Every record here must be set down once more, precisely as it reads.

Collected data entries
⟨

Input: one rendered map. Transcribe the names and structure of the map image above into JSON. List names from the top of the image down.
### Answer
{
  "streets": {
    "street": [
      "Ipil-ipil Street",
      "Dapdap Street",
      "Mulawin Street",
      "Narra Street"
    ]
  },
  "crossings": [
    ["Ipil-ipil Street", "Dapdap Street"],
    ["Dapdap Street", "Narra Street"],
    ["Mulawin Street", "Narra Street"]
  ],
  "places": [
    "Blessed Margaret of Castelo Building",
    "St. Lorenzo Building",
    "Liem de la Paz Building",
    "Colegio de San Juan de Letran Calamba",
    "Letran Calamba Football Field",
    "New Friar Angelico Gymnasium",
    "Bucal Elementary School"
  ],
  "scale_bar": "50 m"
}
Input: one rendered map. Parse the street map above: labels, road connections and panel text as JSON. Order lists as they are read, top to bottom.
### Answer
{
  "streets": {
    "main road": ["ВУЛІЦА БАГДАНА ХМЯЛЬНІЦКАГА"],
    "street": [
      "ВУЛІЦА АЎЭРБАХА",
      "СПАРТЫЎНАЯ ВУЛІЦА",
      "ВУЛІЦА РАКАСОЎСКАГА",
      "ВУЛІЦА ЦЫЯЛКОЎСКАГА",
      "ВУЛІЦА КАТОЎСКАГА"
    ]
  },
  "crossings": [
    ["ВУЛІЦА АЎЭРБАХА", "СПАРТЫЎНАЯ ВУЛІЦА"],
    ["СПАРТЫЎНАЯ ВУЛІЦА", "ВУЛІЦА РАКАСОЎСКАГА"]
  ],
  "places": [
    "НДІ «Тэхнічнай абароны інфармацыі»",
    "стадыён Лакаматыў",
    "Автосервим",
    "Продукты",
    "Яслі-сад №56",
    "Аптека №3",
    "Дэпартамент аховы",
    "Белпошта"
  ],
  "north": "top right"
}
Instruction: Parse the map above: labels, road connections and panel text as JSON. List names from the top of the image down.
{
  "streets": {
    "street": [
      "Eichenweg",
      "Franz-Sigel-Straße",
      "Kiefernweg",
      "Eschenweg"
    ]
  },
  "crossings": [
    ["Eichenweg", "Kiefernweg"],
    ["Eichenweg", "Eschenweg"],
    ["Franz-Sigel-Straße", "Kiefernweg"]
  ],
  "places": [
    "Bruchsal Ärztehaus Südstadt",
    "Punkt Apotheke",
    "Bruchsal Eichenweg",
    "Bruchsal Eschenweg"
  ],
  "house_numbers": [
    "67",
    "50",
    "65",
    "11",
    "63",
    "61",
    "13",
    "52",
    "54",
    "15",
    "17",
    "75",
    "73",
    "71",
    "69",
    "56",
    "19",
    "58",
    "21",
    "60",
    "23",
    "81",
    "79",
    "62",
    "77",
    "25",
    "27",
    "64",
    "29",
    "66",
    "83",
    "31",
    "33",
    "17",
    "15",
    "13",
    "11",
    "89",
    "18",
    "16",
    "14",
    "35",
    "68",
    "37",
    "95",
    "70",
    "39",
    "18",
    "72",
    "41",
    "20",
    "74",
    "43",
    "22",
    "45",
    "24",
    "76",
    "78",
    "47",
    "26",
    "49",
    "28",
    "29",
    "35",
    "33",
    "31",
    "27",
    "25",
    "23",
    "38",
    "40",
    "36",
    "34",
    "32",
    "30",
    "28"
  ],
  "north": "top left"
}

⟩

TASK RESULT:
Input: one rendered map. Transcribe the names and structure of the map image above into JSON. List names from the top of the image down.
### Answer
{
  "streets": {
    "street": [
      "Ipil-ipil Street",
      "Dapdap Street",
      "Mulawin Street",
      "Narra Street"
    ]
  },
  "crossings": [
    ["Ipil-ipil Street", "Dapdap Street"],
    ["Dapdap Street", "Narra Street"],
    ["Mulawin Street", "Narra Street"]
  ],
  "places": [
    "Blessed Margaret of Castelo Building",
    "St. Lorenzo Building",
    "Liem de la Paz Building",
    "Colegio de San Juan de Letran Calamba",
    "Letran Calamba Football Field",
    "New Friar Angelico Gymnasium",
    "Bucal Elementary School"
  ],
  "scale_bar": "50 m"
}
Input: one rendered map. Parse the street map above: labels, road connections and panel text as JSON. Order lists as they are read, top to bottom.
### Answer
{
  "streets": {
    "main road": ["ВУЛІЦА БАГДАНА ХМЯЛЬНІЦКАГА"],
    "street": [
      "ВУЛІЦА АЎЭРБАХА",
      "СПАРТЫЎНАЯ ВУЛІЦА",
      "ВУЛІЦА РАКАСОЎСКАГА",
      "ВУЛІЦА ЦЫЯЛКОЎСКАГА",
      "ВУЛІЦА КАТОЎСКАГА"
    ]
  },
  "crossings": [
    ["ВУЛІЦА АЎЭРБАХА", "СПАРТЫЎНАЯ ВУЛІЦА"],
    ["СПАРТЫЎНАЯ ВУЛІЦА", "ВУЛІЦА РАКАСОЎСКАГА"]
  ],
  "places": [
    "НДІ «Тэхнічнай абароны інфармацыі»",
    "стадыён Лакаматыў",
    "Автосервим",
    "Продукты",
    "Яслі-сад №56",
    "Аптека №3",
    "Дэпартамент аховы",
    "Белпошта"
  ],
  "north": "top right"
}
Instruction: Parse the map above: labels, road connections and panel text as JSON. List names from the top of the image down.
{
  "streets": {
    "street": [
      "Eichenweg",
      "Franz-Sigel-Straße",
      "Kiefernweg",
      "Eschenweg"
    ]
  },
  "crossings": [
    ["Eichenweg", "Kiefernweg"],
    ["Eichenweg", "Eschenweg"],
    ["Franz-Sigel-Straße", "Kiefernweg"]
  ],
  "places": [
    "Bruchsal Ärztehaus Südstadt",
    "Punkt Apotheke",
    "Bruchsal Eichenweg",
    "Bruchsal Eschenweg"
  ],
  "house_numbers": [
    "67",
    "50",
    "65",
    "11",
    "63",
    "61",
    "13",
    "52",
    "54",
    "15",
    "17",
    "75",
    "73",
    "71",
    "69",
    "56",
    "19",
    "58",
    "21",
    "60",
    "23",
    "81",
    "79",
    "62",
    "77",
    "25",
    "27",
    "64",
    "29",
    "66",
    "83",
    "31",
    "33",
    "17",
    "15",
    "13",
    "11",
    "89",
    "18",
    "16",
    "14",
    "35",
    "68",
    "37",
    "95",
    "70",
    "39",
    "18",
    "72",
    "41",
    "20",
    "74",
    "43",
    "22",
    "45",
    "24",
    "76",
    "78",
    "47",
    "26",
    "49",
    "28",
    "29",
    "35",
    "33",
    "31",
    "27",
    "25",
    "23",
    "38",
    "40",
    "36",
    "34",
    "32",
    "30",
    "28"
  ],
  "north": "top left"
}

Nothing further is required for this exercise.